> _DATA_
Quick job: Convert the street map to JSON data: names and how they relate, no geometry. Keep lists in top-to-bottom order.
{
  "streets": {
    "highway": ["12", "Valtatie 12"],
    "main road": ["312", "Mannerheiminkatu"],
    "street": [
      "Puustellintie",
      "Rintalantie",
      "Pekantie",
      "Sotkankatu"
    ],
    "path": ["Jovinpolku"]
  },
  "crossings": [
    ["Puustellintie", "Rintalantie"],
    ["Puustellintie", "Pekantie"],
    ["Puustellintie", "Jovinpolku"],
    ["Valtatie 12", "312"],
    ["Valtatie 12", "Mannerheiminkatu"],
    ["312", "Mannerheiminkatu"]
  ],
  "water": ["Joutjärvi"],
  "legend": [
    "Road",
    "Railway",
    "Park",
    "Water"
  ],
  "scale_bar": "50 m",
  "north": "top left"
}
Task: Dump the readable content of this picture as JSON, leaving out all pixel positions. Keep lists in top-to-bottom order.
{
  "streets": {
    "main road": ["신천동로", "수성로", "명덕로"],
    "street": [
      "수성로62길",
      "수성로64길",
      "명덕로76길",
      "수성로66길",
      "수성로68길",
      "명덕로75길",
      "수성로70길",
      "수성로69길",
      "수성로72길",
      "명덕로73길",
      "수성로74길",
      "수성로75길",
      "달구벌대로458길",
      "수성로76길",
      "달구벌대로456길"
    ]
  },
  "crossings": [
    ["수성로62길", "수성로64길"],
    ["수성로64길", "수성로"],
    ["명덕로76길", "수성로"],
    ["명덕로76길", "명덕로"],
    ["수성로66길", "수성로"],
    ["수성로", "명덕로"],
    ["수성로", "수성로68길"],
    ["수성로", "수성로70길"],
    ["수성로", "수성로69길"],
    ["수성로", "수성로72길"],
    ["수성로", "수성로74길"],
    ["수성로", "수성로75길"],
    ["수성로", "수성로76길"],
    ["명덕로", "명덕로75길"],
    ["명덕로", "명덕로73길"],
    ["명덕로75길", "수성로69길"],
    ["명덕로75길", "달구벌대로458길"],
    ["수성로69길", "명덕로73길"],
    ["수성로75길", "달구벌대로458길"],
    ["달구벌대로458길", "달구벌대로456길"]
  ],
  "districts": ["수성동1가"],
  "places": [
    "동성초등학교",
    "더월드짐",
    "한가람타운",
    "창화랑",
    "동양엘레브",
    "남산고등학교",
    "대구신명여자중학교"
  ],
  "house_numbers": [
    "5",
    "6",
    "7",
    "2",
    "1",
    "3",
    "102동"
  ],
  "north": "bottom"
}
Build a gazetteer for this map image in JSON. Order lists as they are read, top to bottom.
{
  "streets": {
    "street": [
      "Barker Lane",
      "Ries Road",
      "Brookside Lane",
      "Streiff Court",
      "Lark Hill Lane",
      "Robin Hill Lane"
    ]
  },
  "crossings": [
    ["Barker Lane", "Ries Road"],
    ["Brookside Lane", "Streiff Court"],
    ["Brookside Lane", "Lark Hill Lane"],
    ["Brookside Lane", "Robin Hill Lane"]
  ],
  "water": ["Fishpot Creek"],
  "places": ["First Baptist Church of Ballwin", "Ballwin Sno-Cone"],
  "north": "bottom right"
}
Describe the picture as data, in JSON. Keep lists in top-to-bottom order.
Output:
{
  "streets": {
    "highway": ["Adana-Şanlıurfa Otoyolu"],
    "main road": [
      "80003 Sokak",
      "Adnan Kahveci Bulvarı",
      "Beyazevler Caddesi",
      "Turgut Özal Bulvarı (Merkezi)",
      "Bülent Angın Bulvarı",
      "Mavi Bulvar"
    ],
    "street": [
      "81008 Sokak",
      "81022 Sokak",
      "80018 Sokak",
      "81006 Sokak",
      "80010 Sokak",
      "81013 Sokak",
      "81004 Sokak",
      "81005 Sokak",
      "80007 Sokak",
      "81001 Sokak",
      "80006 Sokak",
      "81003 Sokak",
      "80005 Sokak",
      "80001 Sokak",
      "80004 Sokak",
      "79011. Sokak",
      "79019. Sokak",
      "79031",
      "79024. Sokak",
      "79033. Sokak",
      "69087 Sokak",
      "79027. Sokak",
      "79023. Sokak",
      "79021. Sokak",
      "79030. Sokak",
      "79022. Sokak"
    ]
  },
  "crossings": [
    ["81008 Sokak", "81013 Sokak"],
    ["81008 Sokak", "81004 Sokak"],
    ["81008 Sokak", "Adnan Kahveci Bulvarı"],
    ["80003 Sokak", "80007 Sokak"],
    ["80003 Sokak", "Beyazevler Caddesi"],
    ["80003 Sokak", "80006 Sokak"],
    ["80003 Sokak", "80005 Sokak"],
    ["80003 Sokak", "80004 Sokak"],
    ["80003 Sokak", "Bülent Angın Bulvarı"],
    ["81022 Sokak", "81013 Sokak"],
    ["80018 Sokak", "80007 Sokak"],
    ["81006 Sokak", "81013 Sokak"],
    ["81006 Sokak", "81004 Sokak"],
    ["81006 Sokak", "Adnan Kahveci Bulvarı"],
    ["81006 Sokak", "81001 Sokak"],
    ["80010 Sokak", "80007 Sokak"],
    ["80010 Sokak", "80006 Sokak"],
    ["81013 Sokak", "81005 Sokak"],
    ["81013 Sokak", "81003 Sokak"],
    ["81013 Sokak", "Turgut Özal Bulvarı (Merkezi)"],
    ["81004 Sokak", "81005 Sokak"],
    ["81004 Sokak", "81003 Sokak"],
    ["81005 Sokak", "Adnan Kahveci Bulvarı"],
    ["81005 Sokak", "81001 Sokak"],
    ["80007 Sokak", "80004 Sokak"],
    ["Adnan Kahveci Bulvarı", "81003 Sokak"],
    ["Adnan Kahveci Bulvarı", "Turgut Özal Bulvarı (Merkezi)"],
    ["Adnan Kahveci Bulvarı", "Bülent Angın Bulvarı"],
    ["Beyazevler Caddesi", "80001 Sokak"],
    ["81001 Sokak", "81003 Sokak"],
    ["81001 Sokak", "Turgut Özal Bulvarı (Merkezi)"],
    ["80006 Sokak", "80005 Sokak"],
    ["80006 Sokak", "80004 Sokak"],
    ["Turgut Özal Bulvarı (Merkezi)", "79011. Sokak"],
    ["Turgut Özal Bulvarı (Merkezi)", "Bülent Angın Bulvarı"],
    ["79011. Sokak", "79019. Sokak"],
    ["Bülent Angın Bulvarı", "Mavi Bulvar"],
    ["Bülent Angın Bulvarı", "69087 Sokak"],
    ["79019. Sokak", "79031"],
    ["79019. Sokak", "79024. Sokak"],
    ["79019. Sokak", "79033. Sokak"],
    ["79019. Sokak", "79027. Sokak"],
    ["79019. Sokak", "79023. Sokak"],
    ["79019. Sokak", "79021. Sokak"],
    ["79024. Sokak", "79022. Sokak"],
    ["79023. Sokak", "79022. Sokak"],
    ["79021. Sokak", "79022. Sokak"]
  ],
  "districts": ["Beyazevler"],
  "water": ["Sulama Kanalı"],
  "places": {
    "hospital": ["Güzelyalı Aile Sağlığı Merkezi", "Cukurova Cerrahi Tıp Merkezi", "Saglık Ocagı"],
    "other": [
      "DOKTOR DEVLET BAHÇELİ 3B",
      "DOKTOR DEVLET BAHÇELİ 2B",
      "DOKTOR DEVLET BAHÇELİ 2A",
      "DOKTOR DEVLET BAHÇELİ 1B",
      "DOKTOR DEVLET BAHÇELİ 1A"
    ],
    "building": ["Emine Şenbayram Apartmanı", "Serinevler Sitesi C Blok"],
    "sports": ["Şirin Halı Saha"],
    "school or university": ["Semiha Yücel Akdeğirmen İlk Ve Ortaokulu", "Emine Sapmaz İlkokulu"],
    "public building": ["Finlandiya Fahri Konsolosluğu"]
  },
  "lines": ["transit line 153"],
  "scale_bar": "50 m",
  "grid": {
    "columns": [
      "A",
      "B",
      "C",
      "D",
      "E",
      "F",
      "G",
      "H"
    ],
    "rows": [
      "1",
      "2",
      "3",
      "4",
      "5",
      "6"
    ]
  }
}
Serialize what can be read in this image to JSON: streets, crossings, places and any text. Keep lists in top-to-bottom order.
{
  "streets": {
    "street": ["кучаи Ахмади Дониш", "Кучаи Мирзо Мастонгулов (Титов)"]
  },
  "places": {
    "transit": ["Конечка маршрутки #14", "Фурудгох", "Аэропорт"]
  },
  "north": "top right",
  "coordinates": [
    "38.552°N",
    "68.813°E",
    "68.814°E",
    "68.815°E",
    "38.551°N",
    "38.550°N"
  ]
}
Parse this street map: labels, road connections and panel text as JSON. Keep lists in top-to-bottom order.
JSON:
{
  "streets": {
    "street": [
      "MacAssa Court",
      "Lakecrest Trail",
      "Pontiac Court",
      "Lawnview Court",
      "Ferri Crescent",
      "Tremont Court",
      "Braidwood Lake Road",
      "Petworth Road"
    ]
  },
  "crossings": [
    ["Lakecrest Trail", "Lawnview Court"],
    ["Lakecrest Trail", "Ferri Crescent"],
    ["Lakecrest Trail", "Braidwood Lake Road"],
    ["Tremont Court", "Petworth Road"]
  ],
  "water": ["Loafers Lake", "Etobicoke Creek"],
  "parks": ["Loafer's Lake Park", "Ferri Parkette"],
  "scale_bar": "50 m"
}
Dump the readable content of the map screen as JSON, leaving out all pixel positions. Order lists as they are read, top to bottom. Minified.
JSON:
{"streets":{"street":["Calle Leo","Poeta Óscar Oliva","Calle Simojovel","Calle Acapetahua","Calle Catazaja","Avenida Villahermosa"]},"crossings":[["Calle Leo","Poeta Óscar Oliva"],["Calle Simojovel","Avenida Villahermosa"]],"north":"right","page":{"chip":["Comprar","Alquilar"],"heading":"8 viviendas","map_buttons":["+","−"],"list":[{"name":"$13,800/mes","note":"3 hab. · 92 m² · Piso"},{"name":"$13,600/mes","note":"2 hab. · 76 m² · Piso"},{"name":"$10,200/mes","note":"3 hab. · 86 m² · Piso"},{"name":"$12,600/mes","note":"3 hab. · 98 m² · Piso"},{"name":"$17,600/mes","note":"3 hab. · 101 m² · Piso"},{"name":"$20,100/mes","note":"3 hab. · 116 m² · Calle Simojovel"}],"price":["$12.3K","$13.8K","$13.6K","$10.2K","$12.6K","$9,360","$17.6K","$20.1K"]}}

> _WHAT IS BEING ASKED_
Find the string "Kahveci" in the material above. Then copy each line that has it.

> _ANSWER TO THIS TASK_
      "Adnan Kahveci Bulvarı",
    ["81008 Sokak", "Adnan Kahveci Bulvarı"],
    ["81006 Sokak", "Adnan Kahveci Bulvarı"],
    ["81005 Sokak", "Adnan Kahveci Bulvarı"],
    ["Adnan Kahveci Bulvarı", "81003 Sokak"],
    ["Adnan Kahveci Bulvarı", "Turgut Özal Bulvarı (Merkezi)"],
    ["Adnan Kahveci Bulvarı", "Bülent Angın Bulvarı"],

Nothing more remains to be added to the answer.